# Action item:
Where a record contains an image, leave the image out and print the rest exactly.

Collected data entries
=== Begin Enclosure ===
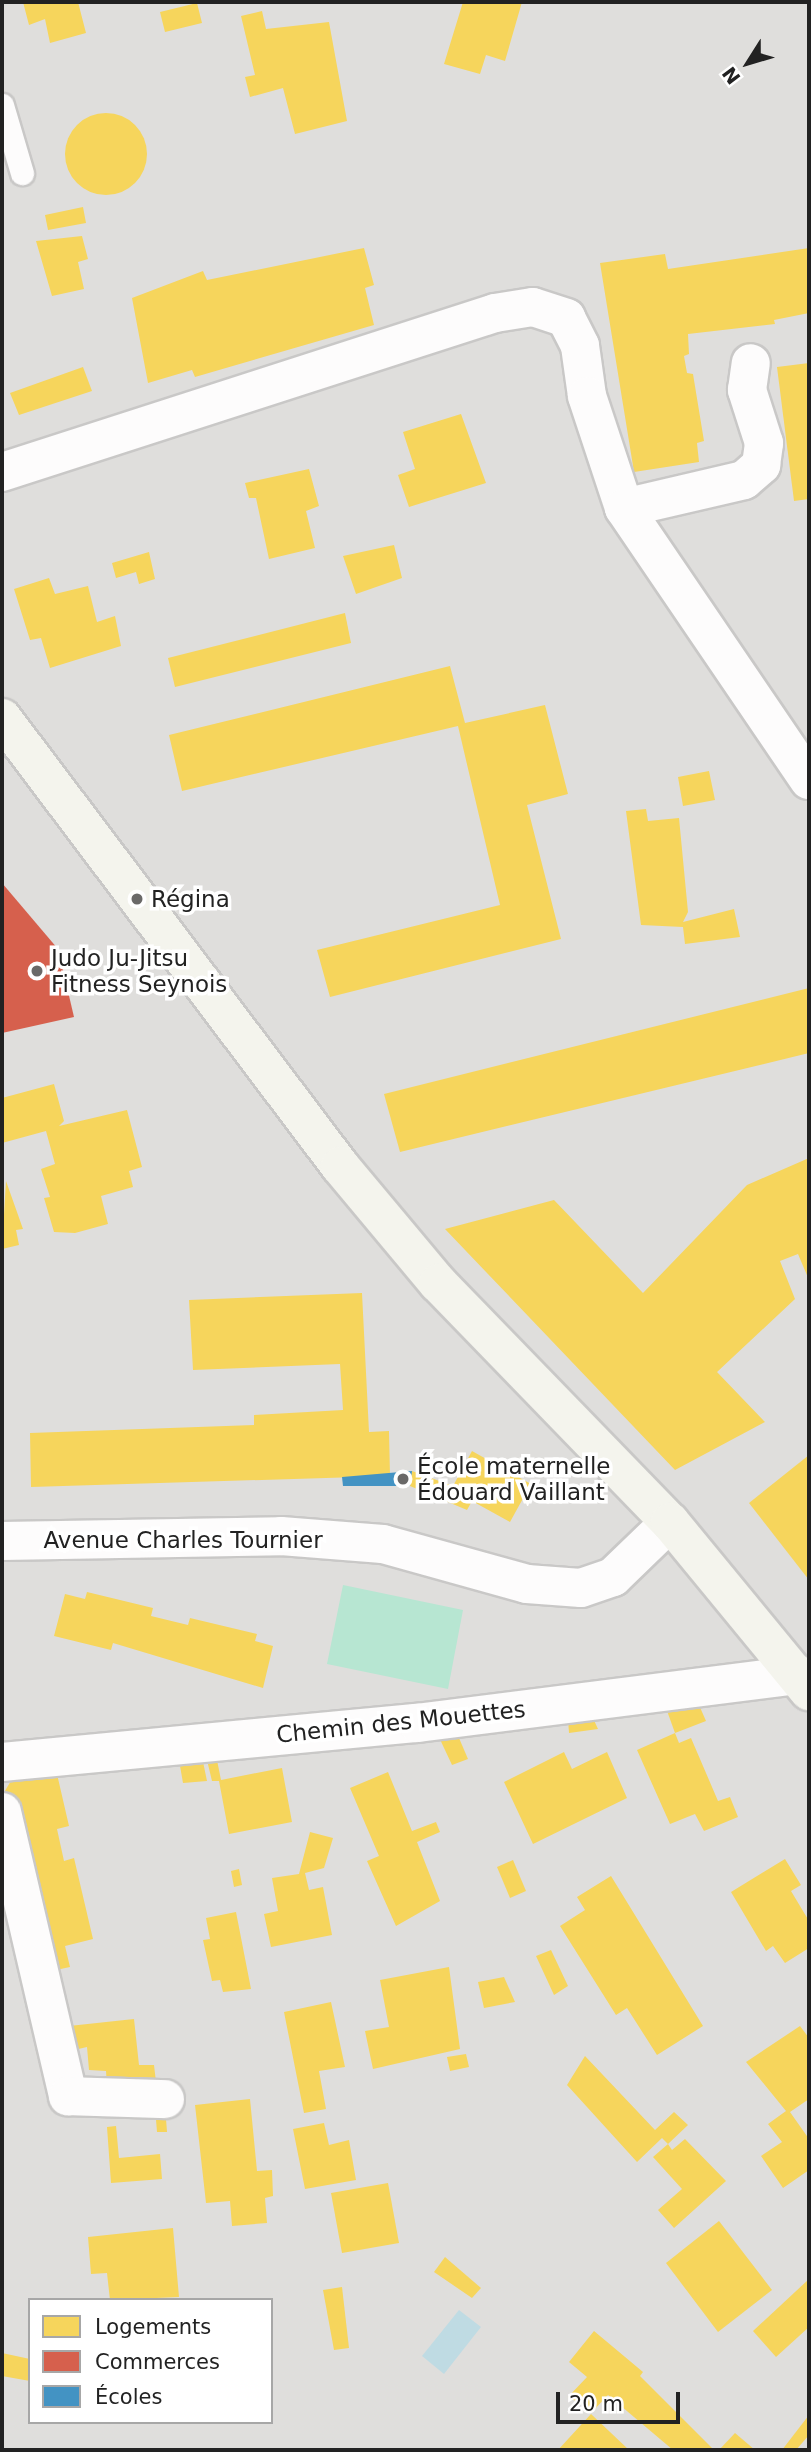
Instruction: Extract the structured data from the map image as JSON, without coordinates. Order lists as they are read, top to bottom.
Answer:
{
  "streets": {
    "street": ["Avenue Charles Tournier", "Chemin des Mouettes"]
  },
  "places": ["Régina", "Judo Ju-Jitsu Fitness Seynois", "École maternelle Édouard Vaillant"],
  "legend": ["Logements", "Commerces", "Écoles"],
  "scale_bar": "20 m",
  "north": "bottom left"
}
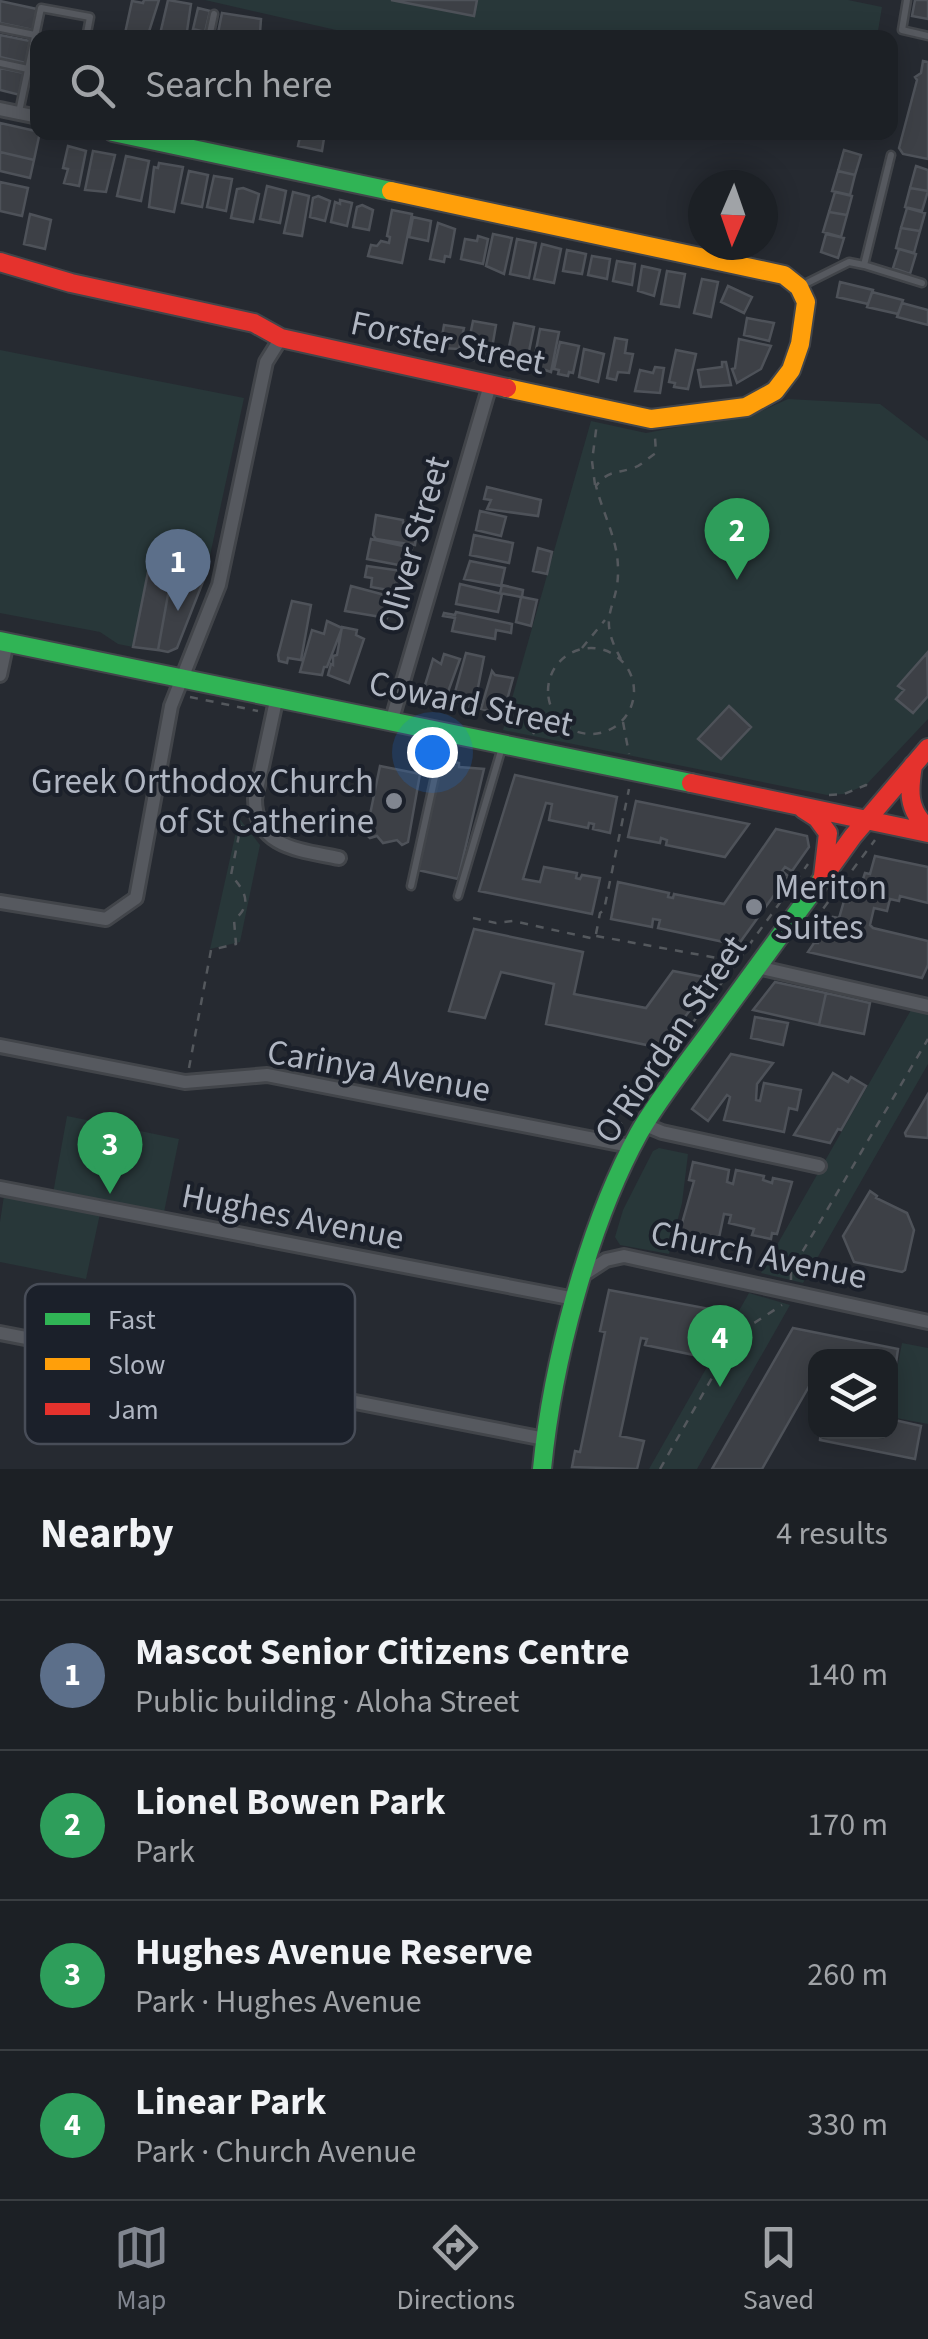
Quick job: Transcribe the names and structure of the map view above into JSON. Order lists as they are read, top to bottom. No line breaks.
{"streets":{"street":["Forster Street","Oliver Street","Coward Street","O'Riordan Street","Carinya Avenue","Hughes Avenue","Church Avenue"]},"crossings":[["Forster Street","Oliver Street"],["Oliver Street","Coward Street"],["Coward Street","O'Riordan Street"],["O'Riordan Street","Carinya Avenue"],["O'Riordan Street","Hughes Avenue"],["O'Riordan Street","Church Avenue"]],"places":["Greek Orthodox Church of St Catherine","Meriton Suites"],"legend":["Fast","Slow","Jam"],"north":"bottom","page":{"search":"Search here","pins":["2","1","3","4"],"heading":["Nearby","4 results"],"list":[{"mark":"1","name":"Mascot Senior Citizens Centre","note":"Public building · Aloha Street","value":"140 m"},{"mark":"2","name":"Lionel Bowen Park","note":"Park","value":"170 m"},{"mark":"3","name":"Hughes Avenue Reserve","note":"Park · Hughes Avenue","value":"260 m"},{"mark":"4","name":"Linear Park","note":"Park · Church Avenue","value":"330 m"}],"nav":["Map","Directions","Saved"]}}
=== End Enclosure ===
# Result for this exercise:
Instruction: Extract the structured data from the map image as JSON, without coordinates. Order lists as they are read, top to bottom.
Answer:
{
  "streets": {
    "street": ["Avenue Charles Tournier", "Chemin des Mouettes"]
  },
  "places": ["Régina", "Judo Ju-Jitsu Fitness Seynois", "École maternelle Édouard Vaillant"],
  "legend": ["Logements", "Commerces", "Écoles"],
  "scale_bar": "20 m",
  "north": "bottom left"
}
Quick job: Transcribe the names and structure of the map view above into JSON. Order lists as they are read, top to bottom. No line breaks.
{"streets":{"street":["Forster Street","Oliver Street","Coward Street","O'Riordan Street","Carinya Avenue","Hughes Avenue","Church Avenue"]},"crossings":[["Forster Street","Oliver Street"],["Oliver Street","Coward Street"],["Coward Street","O'Riordan Street"],["O'Riordan Street","Carinya Avenue"],["O'Riordan Street","Hughes Avenue"],["O'Riordan Street","Church Avenue"]],"places":["Greek Orthodox Church of St Catherine","Meriton Suites"],"legend":["Fast","Slow","Jam"],"north":"bottom","page":{"search":"Search here","pins":["2","1","3","4"],"heading":["Nearby","4 results"],"list":[{"mark":"1","name":"Mascot Senior Citizens Centre","note":"Public building · Aloha Street","value":"140 m"},{"mark":"2","name":"Lionel Bowen Park","note":"Park","value":"170 m"},{"mark":"3","name":"Hughes Avenue Reserve","note":"Park · Hughes Avenue","value":"260 m"},{"mark":"4","name":"Linear Park","note":"Park · Church Avenue","value":"330 m"}],"nav":["Map","Directions","Saved"]}}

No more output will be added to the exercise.